Why do we use MySQL replication?

In business, there are many instances where MySQL databases have to be replicated in real-time. Here are some examples:

  • Data Warehousing – A typical use case is when a separate database other than the transactional database is used for warehousing. 
  • Load Distribution & Data Scaling – Distributing the load among multiple slaves to improve performance.
  • Data Backup – Since the data is replicated, it is possible to take back-up and ensure the security of the system. The multiple replications ensure the recovery of important data in case if a node is compromised due to some reason. This can be accomplished in highly critical domains like finance or banking however there are extra measures that need to be taken to maintain data consistency along with additional storage.
  • Data Analytics – The replicated data on slave servers is used to perform analysis & derive business insights. Our article will mainly evolve around this use-case time-to-time. 

Based on business requirements, you can replicate all databases, selected databases, or even selected tables within a database.

Methods to Set up MySQL Replication Using BinLog

  1. Building Custom Code Using Binary Log Files – This method works based on the data update events. These events are captured in the binary log file which is created on the master server. The critical aspect of this method is that the log files, positions in them and data update events to be transferred real-time between master and slave.
  2. Using an Automated Data Pipeline, Hevo Data – This is a no-code alternative to achieve the same outcome without having to invest in engineering bandwidth. Hevo can help you set up MySQL BinLog based replication instantly on a point and click interface.

This blog focuses on describing BinLog based replication in great detail. Let’s get started.

MySQL BinLog Based Replication: Steps to Configure

What is a Log File?

It is a file in a database that records the changes made to the database. A single change is known as a log message. For example, an UPDATE to a record would be a log message.

The events contain the actual data that should be carried from the master to the slave.

In this, a MySQL source instance that operates as the master writes database record updates and changes events or logs to the binary log.

The events or logs are recorded in different formats in the binary log file. The logging formats could be statement-based, row-based or mix of both.

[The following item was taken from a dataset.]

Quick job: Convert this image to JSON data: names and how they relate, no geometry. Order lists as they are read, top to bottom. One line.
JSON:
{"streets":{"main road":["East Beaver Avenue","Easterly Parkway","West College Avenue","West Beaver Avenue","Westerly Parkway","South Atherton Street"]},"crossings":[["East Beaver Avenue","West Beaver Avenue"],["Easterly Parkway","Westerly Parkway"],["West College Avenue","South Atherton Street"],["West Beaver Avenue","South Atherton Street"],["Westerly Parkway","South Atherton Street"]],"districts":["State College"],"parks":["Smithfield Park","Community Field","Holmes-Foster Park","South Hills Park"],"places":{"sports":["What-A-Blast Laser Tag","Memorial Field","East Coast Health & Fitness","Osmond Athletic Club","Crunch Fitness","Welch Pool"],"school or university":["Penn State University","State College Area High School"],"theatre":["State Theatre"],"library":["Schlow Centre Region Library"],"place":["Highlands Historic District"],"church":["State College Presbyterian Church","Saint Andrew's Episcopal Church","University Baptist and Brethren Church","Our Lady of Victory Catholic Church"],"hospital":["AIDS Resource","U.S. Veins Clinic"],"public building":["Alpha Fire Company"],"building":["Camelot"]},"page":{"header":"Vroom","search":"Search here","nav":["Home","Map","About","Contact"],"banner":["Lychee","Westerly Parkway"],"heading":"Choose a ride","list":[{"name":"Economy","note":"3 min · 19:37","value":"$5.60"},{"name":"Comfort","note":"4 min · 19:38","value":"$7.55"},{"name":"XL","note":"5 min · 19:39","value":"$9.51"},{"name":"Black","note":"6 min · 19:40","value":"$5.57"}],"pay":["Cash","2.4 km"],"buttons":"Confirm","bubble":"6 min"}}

Once the log files are available for slaves to be processed, the slaves are put together in such a way to read the binary log from the master and to carry out the events on the slave’s local (destination) database.

A copy of the binary log file is sent from the master to all slaves that are configured in the system. As per the requirements & business logic, it can be decided which statements need to be executed from the binary file. All the events can be executed too.

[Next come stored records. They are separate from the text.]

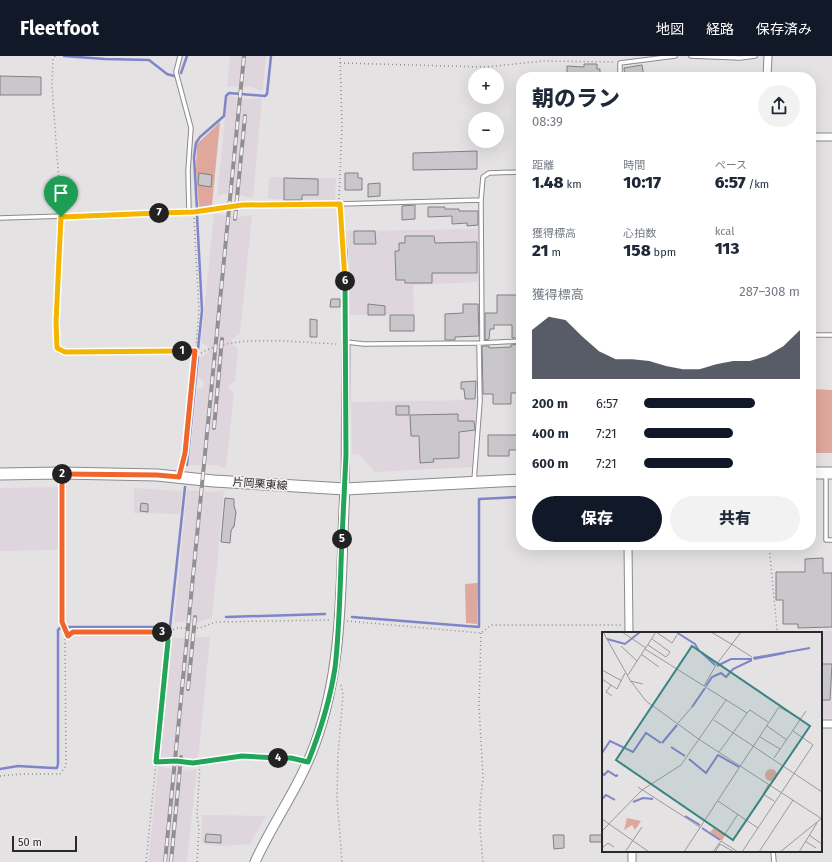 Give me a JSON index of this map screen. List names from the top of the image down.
{
  "streets": {
    "main road": ["片岡栗東線"]
  },
  "scale_bar": "50 m",
  "page": {
    "header": "Fleetfoot",
    "nav": ["地図", "経路", "保存済み"],
    "map_buttons": ["+", "−"],
    "heading": ["朝のラン", "08:39"],
    "stats": [
      ["距離", "1.48 km"],
      ["時間", "10:17"],
      ["ペース", "6:57 /km"],
      ["獲得標高", "21 m"],
      ["心拍数", "158 bpm"],
      ["kcal", "113"]
    ],
    "pins": [
      "7",
      "6",
      "1",
      "2",
      "5",
      "3",
      "4"
    ],
    "chart": ["獲得標高", "287–308 m"],
    "list": [
      {
        "name": "200 m",
        "note": "6:57"
      },
      {
        "name": "400 m",
        "note": "7:21"
      },
      {
        "name": "600 m",
        "note": "7:21"
      }
    ],
    "buttons": ["保存", "共有"],
    "scale": "50 m"
  }
} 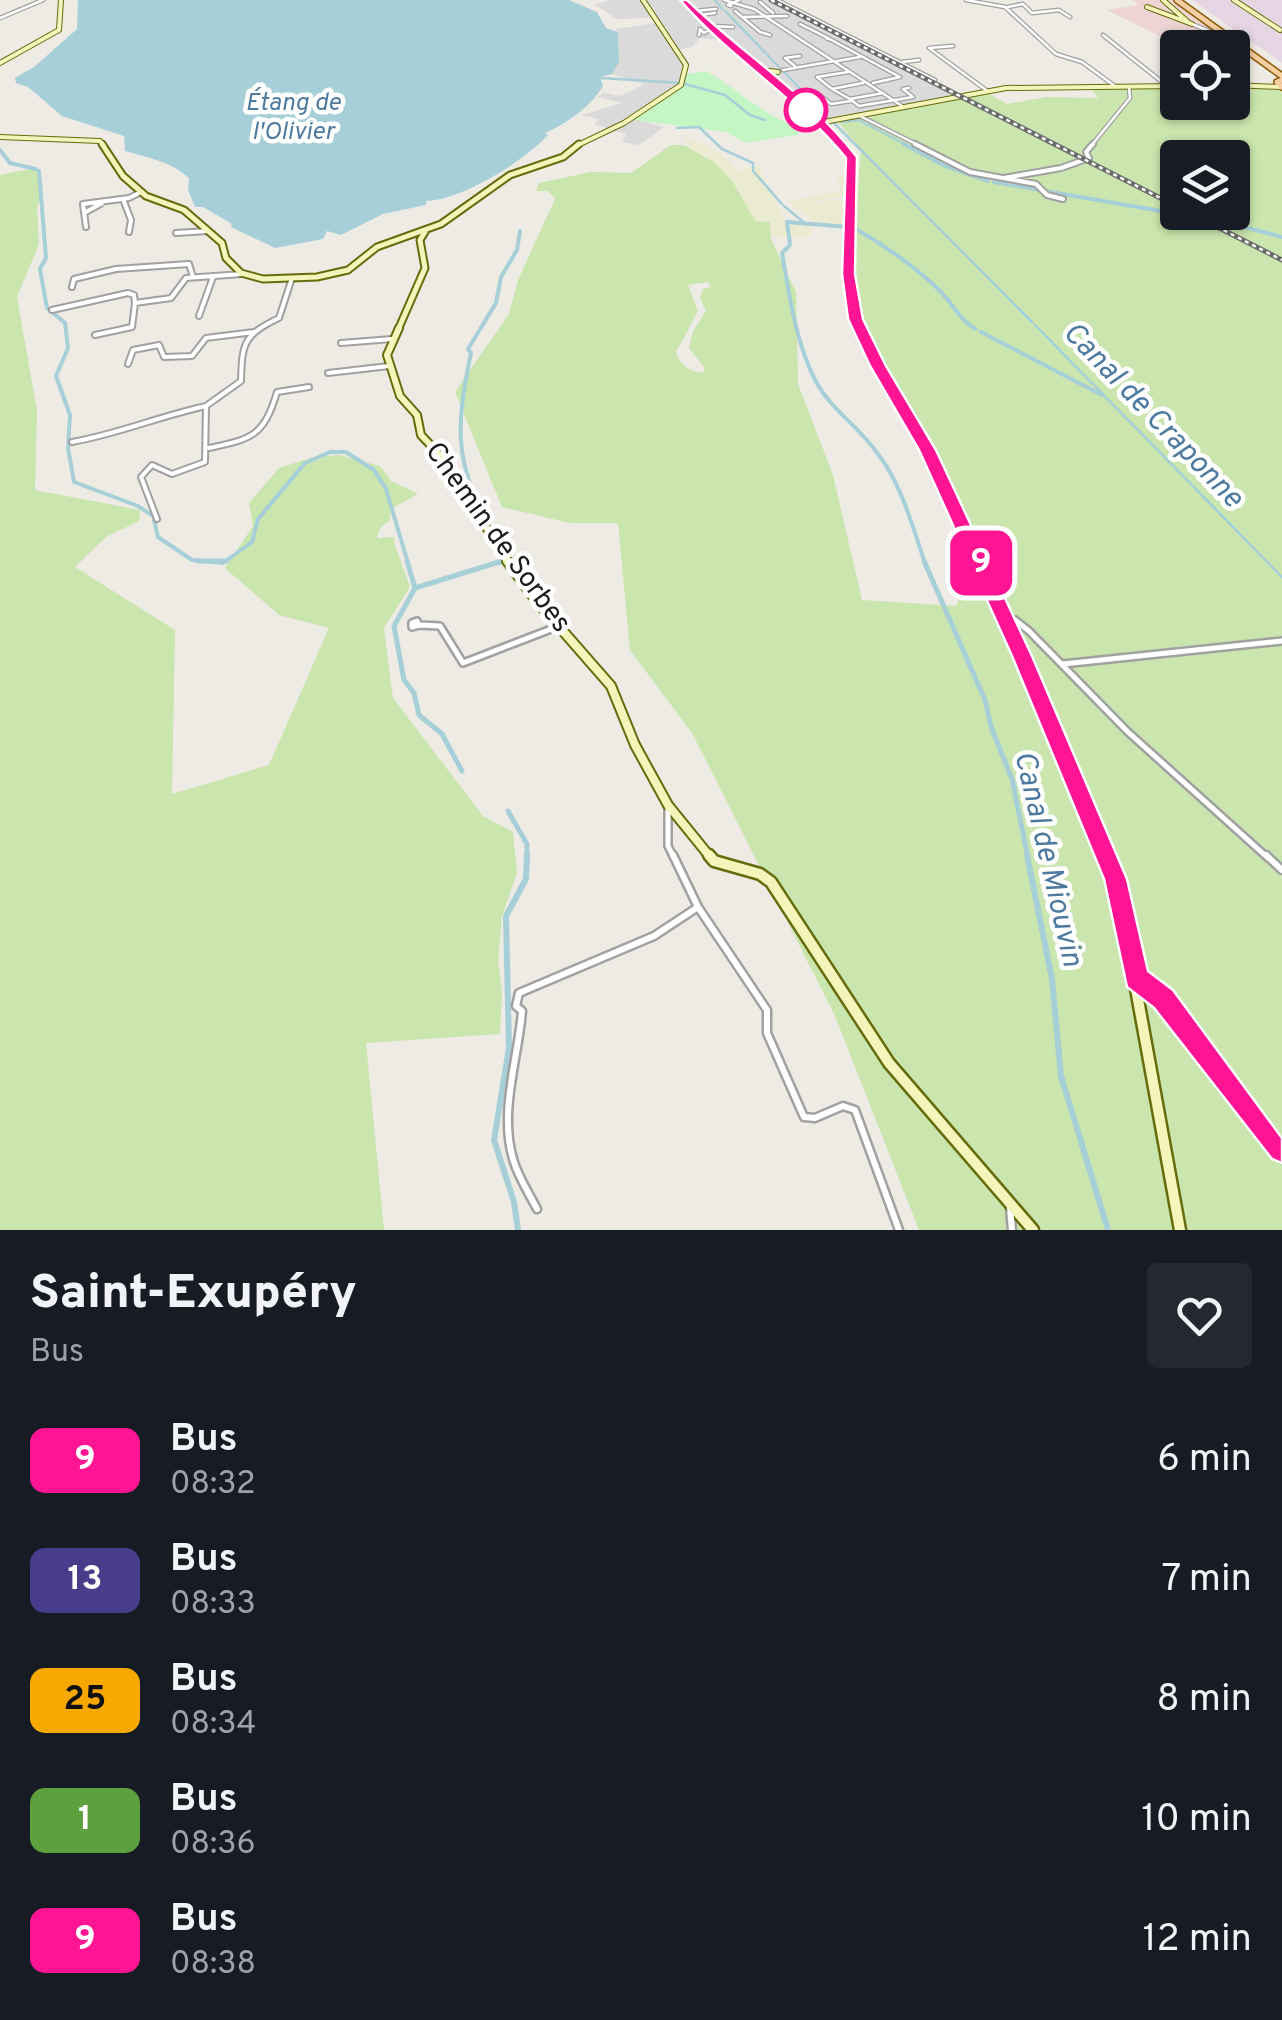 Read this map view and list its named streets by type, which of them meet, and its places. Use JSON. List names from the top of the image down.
{
  "streets": {
    "street": ["Chemin de Sorbes"]
  },
  "water": ["Étang de l'Olivier", "Canal de Craponne", "Canal de Miouvin"],
  "lines": ["bus line 9"],
  "page": {
    "on_map": "9",
    "heading": ["Saint-Exupéry", "Bus"],
    "list": [
      {
        "mark": "9",
        "name": "Bus",
        "note": "08:32",
        "value": "6 min"
      },
      {
        "mark": "13",
        "name": "Bus",
        "note": "08:33",
        "value": "7 min"
      },
      {
        "mark": "25",
        "name": "Bus",
        "note": "08:34",
        "value": "8 min"
      },
      {
        "mark": "1",
        "name": "Bus",
        "note": "08:36",
        "value": "10 min"
      },
      {
        "mark": "9",
        "name": "Bus",
        "note": "08:38",
        "value": "12 min"
      }
    ]
  }
}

Depending on the database structure & tables, the slaves or destinations are also configured to process only the specific events as per need. The binary log coordinates aspects such as file name, processed parts (position) of the file are recorded on each slave.

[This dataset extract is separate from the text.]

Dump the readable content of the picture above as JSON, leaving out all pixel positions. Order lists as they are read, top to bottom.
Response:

Multiple slaves can be configured to execute different parts of the same log file. With this, the slave can be controlled & the execution is performed independently without affecting the operations of master & other slaves. For example – you can disconnect, connect or resume operations of a slave independently.

The configuration between the master & each slave is to be done with a unique ID using the server_id variable. Each slave should also have the details about master hostname, log file name & position within that file. The master info repository of the slave is used to save these details where it could be either a file or a table. In cases, using the CHANGE MASTER TO statement on the slave can be helpful.  

MySQL Replication Setup

The steps to set up MySQL Binlog based replication are as follows:

Step 1: Enable Binary Logging and Configure Master

This step is about enabling binary log and configuring a unique server ID on the master. This needs to be accomplished using log-bin & server-id options available in the configuration file at {mysqld] section. Each server whether it is a master or slave of the replication structure needs to be configured with a unique server id.

  1. You will need to shut down the MySQL server to edit the my.cnf or my.ini file.
  2. Here is how you can add log-bin & server-id options to enable the binary logging

     

    [mysqld]
    
    log-bin=mysql-bin
    
    server-id=1
  3. Once the changes are done to the configuration file, you will need to restart the server.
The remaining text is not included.